Stored data:

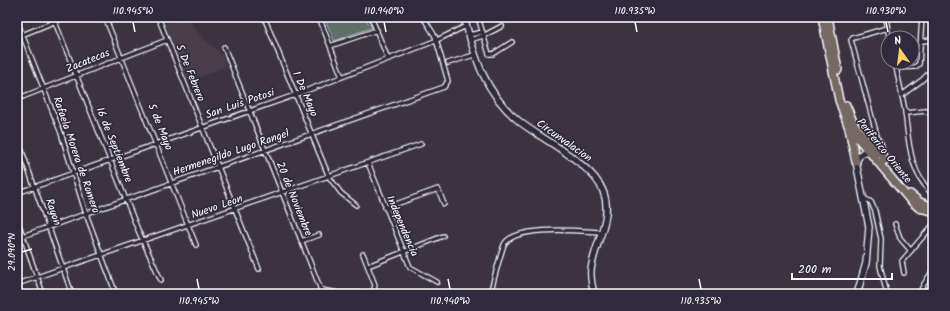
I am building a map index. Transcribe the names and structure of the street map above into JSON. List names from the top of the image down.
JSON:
{
  "streets": {
    "highway": ["Periferico Oriente"],
    "street": [
      "Zacatecas",
      "5 De Febrero",
      "1 De Mayo",
      "San Luis Potosi",
      "5 de Mayo",
      "Circunvalacion",
      "16 de Septiembre",
      "Hermenegildo Lugo Rangel",
      "Rafaela Morera de Romero",
      "20 de Noviembre",
      "Nuevo Leon",
      "Rayon",
      "Independencia"
    ]
  },
  "crossings": [
    ["Zacatecas", "5 De Febrero"],
    ["Zacatecas", "5 de Mayo"],
    ["Zacatecas", "16 de Septiembre"],
    ["Zacatecas", "Rafaela Morera de Romero"],
    ["5 De Febrero", "San Luis Potosi"],
    ["5 De Febrero", "Hermenegildo Lugo Rangel"],
    ["5 De Febrero", "Nuevo Leon"],
    ["1 De Mayo", "San Luis Potosi"],
    ["1 De Mayo", "Hermenegildo Lugo Rangel"],
    ["1 De Mayo", "Nuevo Leon"],
    ["San Luis Potosi", "5 de Mayo"],
    ["San Luis Potosi", "Circunvalacion"],
    ["San Luis Potosi", "16 de Septiembre"],
    ["San Luis Potosi", "Hermenegildo Lugo Rangel"],
    ["San Luis Potosi", "Rafaela Morera de Romero"],
    ["San Luis Potosi", "20 de Noviembre"],
    ["San Luis Potosi", "Rayon"],
    ["5 de Mayo", "Hermenegildo Lugo Rangel"],
    ["5 de Mayo", "Nuevo Leon"],
    ["16 de Septiembre", "Hermenegildo Lugo Rangel"],
    ["16 de Septiembre", "Nuevo Leon"],
    ["Hermenegildo Lugo Rangel", "Rafaela Morera de Romero"],
    ["Hermenegildo Lugo Rangel", "20 de Noviembre"],
    ["Hermenegildo Lugo Rangel", "Rayon"],
    ["Rafaela Morera de Romero", "Nuevo Leon"],
    ["20 de Noviembre", "Nuevo Leon"],
    ["Nuevo Leon", "Rayon"],
    ["Nuevo Leon", "Independencia"]
  ],
  "scale_bar": "200 m",
  "north": "top",
  "coordinates": [
    "110.945°W",
    "110.940°W",
    "110.935°W",
    "110.930°W",
    "29.090°N"
  ]
}
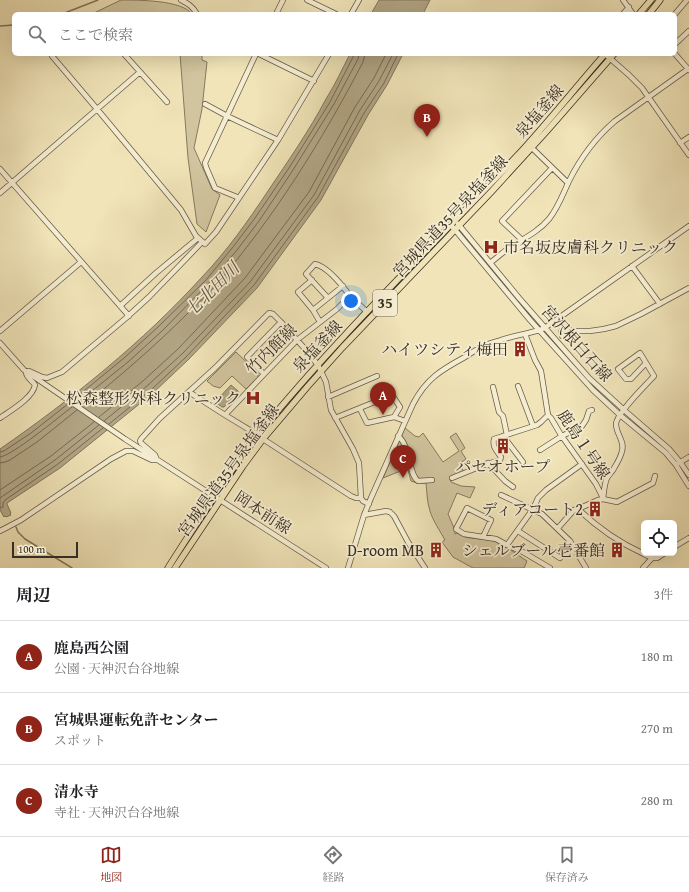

● TASK REQUIREMENTS
Output the data exactly. Pictures don't belong in the result.

● WRITTEN ANSWER
I am building a map index. Transcribe the names and structure of the street map above into JSON. List names from the top of the image down.
JSON:
{
  "streets": {
    "highway": ["Periferico Oriente"],
    "street": [
      "Zacatecas",
      "5 De Febrero",
      "1 De Mayo",
      "San Luis Potosi",
      "5 de Mayo",
      "Circunvalacion",
      "16 de Septiembre",
      "Hermenegildo Lugo Rangel",
      "Rafaela Morera de Romero",
      "20 de Noviembre",
      "Nuevo Leon",
      "Rayon",
      "Independencia"
    ]
  },
  "crossings": [
    ["Zacatecas", "5 De Febrero"],
    ["Zacatecas", "5 de Mayo"],
    ["Zacatecas", "16 de Septiembre"],
    ["Zacatecas", "Rafaela Morera de Romero"],
    ["5 De Febrero", "San Luis Potosi"],
    ["5 De Febrero", "Hermenegildo Lugo Rangel"],
    ["5 De Febrero", "Nuevo Leon"],
    ["1 De Mayo", "San Luis Potosi"],
    ["1 De Mayo", "Hermenegildo Lugo Rangel"],
    ["1 De Mayo", "Nuevo Leon"],
    ["San Luis Potosi", "5 de Mayo"],
    ["San Luis Potosi", "Circunvalacion"],
    ["San Luis Potosi", "16 de Septiembre"],
    ["San Luis Potosi", "Hermenegildo Lugo Rangel"],
    ["San Luis Potosi", "Rafaela Morera de Romero"],
    ["San Luis Potosi", "20 de Noviembre"],
    ["San Luis Potosi", "Rayon"],
    ["5 de Mayo", "Hermenegildo Lugo Rangel"],
    ["5 de Mayo", "Nuevo Leon"],
    ["16 de Septiembre", "Hermenegildo Lugo Rangel"],
    ["16 de Septiembre", "Nuevo Leon"],
    ["Hermenegildo Lugo Rangel", "Rafaela Morera de Romero"],
    ["Hermenegildo Lugo Rangel", "20 de Noviembre"],
    ["Hermenegildo Lugo Rangel", "Rayon"],
    ["Rafaela Morera de Romero", "Nuevo Leon"],
    ["20 de Noviembre", "Nuevo Leon"],
    ["Nuevo Leon", "Rayon"],
    ["Nuevo Leon", "Independencia"]
  ],
  "scale_bar": "200 m",
  "north": "top",
  "coordinates": [
    "110.945°W",
    "110.940°W",
    "110.935°W",
    "110.930°W",
    "29.090°N"
  ]
}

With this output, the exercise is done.